> [WHAT IS REQUIRED]
In the data below, find every line that has the string "casing", and copy it.

> [RECORD SET]
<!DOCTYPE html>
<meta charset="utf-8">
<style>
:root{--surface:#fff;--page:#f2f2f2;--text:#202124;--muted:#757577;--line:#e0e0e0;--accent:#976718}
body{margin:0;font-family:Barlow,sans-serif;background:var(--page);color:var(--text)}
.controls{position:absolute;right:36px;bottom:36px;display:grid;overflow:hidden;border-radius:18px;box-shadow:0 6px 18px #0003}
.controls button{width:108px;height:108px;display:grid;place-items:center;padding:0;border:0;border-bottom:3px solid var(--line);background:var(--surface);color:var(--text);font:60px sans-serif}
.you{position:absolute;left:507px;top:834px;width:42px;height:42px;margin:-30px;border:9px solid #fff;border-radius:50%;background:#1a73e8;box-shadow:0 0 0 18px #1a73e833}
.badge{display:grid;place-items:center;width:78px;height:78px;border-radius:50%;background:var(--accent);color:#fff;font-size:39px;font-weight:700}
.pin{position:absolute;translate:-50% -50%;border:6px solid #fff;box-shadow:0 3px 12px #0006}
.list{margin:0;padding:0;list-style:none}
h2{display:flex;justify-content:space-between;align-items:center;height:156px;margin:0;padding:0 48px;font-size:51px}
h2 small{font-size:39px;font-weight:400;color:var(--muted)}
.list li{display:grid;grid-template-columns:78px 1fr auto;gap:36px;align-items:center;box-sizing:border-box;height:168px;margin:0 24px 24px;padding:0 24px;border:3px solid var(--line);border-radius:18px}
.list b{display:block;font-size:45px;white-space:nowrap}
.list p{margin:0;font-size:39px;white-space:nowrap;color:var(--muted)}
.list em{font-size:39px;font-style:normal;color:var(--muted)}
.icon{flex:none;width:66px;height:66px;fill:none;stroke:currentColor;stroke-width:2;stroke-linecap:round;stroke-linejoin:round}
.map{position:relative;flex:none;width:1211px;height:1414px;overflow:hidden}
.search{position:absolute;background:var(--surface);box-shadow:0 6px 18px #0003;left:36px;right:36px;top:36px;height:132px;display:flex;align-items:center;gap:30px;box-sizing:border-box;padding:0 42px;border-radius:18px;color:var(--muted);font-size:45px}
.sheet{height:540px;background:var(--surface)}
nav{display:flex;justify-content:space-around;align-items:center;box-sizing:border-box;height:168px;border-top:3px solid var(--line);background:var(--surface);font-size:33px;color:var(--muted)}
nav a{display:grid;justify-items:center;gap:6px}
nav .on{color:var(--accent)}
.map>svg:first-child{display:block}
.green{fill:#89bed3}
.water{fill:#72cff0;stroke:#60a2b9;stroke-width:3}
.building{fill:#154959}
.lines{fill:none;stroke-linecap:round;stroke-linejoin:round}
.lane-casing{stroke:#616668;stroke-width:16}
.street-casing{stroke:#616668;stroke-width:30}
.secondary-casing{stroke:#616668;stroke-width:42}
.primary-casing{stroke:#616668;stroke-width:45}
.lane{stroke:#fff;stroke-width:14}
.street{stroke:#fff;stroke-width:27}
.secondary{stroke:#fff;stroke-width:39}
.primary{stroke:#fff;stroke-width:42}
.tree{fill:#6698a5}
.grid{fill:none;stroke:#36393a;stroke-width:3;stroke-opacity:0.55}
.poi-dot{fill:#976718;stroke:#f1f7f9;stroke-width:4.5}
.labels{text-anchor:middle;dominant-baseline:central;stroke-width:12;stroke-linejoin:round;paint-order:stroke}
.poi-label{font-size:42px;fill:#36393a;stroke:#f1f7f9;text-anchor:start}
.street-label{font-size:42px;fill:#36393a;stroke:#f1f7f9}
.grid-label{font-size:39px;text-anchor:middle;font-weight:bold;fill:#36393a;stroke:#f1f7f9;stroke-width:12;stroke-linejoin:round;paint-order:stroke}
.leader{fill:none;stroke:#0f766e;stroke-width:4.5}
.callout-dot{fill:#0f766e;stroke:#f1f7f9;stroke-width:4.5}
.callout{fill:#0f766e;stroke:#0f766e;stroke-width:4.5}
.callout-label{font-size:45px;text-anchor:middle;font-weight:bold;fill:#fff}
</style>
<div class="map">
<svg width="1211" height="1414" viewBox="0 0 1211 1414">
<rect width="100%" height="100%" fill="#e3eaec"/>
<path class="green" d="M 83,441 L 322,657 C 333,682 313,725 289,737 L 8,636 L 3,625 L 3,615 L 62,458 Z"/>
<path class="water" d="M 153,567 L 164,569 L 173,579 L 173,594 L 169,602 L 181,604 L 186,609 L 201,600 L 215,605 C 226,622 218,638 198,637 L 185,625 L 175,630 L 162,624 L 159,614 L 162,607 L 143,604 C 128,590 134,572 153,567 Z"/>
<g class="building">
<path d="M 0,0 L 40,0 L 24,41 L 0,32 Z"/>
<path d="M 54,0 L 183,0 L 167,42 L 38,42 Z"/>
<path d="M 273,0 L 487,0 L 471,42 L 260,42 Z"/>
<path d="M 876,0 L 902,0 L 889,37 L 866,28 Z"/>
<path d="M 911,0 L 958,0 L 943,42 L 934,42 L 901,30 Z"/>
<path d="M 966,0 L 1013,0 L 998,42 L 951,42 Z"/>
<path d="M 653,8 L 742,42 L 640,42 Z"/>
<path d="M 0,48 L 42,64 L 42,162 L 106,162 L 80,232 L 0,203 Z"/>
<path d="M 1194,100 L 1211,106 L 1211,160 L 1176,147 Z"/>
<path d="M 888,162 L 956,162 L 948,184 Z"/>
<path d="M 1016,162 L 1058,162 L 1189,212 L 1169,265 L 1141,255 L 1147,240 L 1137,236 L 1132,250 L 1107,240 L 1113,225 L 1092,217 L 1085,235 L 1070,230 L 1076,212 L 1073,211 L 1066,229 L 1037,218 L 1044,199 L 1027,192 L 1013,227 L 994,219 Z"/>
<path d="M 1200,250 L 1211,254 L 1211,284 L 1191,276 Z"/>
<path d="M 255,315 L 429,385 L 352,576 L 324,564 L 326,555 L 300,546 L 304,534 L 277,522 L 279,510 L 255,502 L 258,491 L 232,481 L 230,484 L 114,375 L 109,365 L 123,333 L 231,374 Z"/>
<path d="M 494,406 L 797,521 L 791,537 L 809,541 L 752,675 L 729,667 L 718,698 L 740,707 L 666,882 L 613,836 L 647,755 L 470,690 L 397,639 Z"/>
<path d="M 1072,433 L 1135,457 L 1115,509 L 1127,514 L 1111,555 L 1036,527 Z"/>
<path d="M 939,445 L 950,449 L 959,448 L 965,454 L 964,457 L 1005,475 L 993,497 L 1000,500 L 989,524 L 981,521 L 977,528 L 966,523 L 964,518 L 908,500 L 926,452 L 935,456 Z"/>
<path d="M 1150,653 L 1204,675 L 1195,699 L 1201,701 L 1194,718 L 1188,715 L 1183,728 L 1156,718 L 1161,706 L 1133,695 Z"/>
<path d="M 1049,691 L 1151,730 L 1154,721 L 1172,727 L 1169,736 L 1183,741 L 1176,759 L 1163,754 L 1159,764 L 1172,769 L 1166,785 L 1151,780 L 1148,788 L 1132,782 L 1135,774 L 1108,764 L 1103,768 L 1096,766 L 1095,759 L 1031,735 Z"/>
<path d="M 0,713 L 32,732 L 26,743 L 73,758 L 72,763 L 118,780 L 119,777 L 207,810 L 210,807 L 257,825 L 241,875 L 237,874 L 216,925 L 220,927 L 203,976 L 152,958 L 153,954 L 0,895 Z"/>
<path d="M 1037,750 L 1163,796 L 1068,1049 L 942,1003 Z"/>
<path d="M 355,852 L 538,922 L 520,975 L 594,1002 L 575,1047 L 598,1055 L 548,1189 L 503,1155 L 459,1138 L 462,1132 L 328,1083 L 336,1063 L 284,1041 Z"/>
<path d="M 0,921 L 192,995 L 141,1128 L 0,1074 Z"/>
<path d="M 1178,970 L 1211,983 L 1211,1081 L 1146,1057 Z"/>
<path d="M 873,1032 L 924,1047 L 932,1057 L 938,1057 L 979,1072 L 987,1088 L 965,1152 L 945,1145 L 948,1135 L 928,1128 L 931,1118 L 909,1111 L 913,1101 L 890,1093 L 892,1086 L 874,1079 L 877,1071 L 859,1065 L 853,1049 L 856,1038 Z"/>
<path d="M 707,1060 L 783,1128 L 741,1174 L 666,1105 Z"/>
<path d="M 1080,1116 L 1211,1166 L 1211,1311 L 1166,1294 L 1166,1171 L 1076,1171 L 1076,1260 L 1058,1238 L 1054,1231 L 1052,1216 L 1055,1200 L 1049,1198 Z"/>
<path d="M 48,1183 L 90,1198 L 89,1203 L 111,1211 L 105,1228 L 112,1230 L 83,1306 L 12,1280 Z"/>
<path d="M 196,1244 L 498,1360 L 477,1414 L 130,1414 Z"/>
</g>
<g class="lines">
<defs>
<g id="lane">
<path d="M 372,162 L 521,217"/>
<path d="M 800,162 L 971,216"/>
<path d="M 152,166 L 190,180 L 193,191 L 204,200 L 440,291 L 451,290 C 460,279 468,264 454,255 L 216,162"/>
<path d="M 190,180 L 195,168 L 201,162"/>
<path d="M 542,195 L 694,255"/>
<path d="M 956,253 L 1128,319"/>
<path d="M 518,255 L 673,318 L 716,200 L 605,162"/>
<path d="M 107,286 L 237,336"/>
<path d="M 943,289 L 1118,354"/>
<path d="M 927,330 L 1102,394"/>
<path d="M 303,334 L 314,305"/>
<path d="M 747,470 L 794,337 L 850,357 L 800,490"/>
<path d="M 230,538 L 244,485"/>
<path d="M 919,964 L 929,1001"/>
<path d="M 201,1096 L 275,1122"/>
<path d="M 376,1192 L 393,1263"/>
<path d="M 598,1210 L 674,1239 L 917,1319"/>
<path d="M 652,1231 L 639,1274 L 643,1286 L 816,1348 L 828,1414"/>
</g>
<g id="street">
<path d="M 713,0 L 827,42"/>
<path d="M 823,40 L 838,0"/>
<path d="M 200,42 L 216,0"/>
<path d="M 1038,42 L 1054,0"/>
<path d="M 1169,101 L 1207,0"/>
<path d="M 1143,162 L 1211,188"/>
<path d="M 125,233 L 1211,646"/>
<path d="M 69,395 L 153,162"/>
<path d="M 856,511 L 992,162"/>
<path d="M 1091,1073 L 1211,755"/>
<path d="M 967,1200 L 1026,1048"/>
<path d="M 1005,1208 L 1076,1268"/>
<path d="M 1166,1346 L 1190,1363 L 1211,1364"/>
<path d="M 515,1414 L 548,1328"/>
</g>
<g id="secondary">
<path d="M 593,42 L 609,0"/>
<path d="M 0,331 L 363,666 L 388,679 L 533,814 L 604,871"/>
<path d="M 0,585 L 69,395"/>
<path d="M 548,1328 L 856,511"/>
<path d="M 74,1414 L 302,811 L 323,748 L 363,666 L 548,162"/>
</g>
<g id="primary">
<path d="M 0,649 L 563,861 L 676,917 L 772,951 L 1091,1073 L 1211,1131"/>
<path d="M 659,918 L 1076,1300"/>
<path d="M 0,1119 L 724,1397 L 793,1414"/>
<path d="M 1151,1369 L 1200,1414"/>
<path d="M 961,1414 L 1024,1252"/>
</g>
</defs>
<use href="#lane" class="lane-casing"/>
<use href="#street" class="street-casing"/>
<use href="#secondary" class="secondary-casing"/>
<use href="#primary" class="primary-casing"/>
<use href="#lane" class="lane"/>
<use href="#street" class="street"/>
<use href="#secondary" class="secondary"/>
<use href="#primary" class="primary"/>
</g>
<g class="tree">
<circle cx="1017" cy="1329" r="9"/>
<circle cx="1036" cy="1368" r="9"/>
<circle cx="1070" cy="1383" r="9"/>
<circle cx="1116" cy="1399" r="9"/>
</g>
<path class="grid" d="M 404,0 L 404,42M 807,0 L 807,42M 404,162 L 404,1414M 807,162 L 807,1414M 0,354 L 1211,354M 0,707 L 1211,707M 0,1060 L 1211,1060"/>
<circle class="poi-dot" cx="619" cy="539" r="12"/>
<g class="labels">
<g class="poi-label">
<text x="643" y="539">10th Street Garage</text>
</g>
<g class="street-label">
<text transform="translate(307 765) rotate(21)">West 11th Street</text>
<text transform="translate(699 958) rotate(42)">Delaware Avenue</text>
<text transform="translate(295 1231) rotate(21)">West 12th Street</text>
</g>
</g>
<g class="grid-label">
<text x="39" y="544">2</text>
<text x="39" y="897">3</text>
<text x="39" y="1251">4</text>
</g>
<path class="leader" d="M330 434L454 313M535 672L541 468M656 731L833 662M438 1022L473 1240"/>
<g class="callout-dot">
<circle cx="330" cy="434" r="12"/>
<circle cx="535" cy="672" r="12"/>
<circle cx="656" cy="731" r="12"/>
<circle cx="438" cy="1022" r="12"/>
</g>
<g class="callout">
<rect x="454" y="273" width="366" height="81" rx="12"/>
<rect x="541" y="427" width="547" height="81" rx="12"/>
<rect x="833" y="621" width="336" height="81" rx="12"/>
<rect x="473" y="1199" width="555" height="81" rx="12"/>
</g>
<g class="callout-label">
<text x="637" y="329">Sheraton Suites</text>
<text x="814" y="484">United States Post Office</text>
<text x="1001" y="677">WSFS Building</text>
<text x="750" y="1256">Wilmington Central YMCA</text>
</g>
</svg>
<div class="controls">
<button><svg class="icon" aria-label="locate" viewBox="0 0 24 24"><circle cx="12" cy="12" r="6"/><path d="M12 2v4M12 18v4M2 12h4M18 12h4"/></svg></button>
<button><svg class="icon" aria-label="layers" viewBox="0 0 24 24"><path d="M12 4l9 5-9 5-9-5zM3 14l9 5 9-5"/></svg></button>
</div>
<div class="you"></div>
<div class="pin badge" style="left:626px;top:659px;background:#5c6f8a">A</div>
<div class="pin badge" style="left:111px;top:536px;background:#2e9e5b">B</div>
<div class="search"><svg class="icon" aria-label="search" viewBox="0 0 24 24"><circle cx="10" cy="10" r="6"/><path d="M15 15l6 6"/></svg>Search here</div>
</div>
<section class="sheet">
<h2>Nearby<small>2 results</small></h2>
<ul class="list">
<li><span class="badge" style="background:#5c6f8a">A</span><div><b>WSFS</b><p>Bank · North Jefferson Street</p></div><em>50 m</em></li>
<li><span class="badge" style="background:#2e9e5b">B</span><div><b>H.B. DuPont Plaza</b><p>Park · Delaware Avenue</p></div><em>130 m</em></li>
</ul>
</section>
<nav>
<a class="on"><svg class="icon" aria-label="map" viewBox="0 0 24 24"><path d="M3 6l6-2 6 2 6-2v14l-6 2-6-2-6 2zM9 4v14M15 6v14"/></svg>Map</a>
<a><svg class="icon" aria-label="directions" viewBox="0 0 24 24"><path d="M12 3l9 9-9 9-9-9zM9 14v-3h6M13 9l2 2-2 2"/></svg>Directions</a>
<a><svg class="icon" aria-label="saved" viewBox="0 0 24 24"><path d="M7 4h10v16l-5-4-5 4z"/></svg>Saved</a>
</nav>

> [WRITTEN ANSWER]
.lane-casing{stroke:#616668;stroke-width:16}
.street-casing{stroke:#616668;stroke-width:30}
.secondary-casing{stroke:#616668;stroke-width:42}
.primary-casing{stroke:#616668;stroke-width:45}
<use href="#lane" class="lane-casing"/>
<use href="#street" class="street-casing"/>
<use href="#secondary" class="secondary-casing"/>
<use href="#primary" class="primary-casing"/>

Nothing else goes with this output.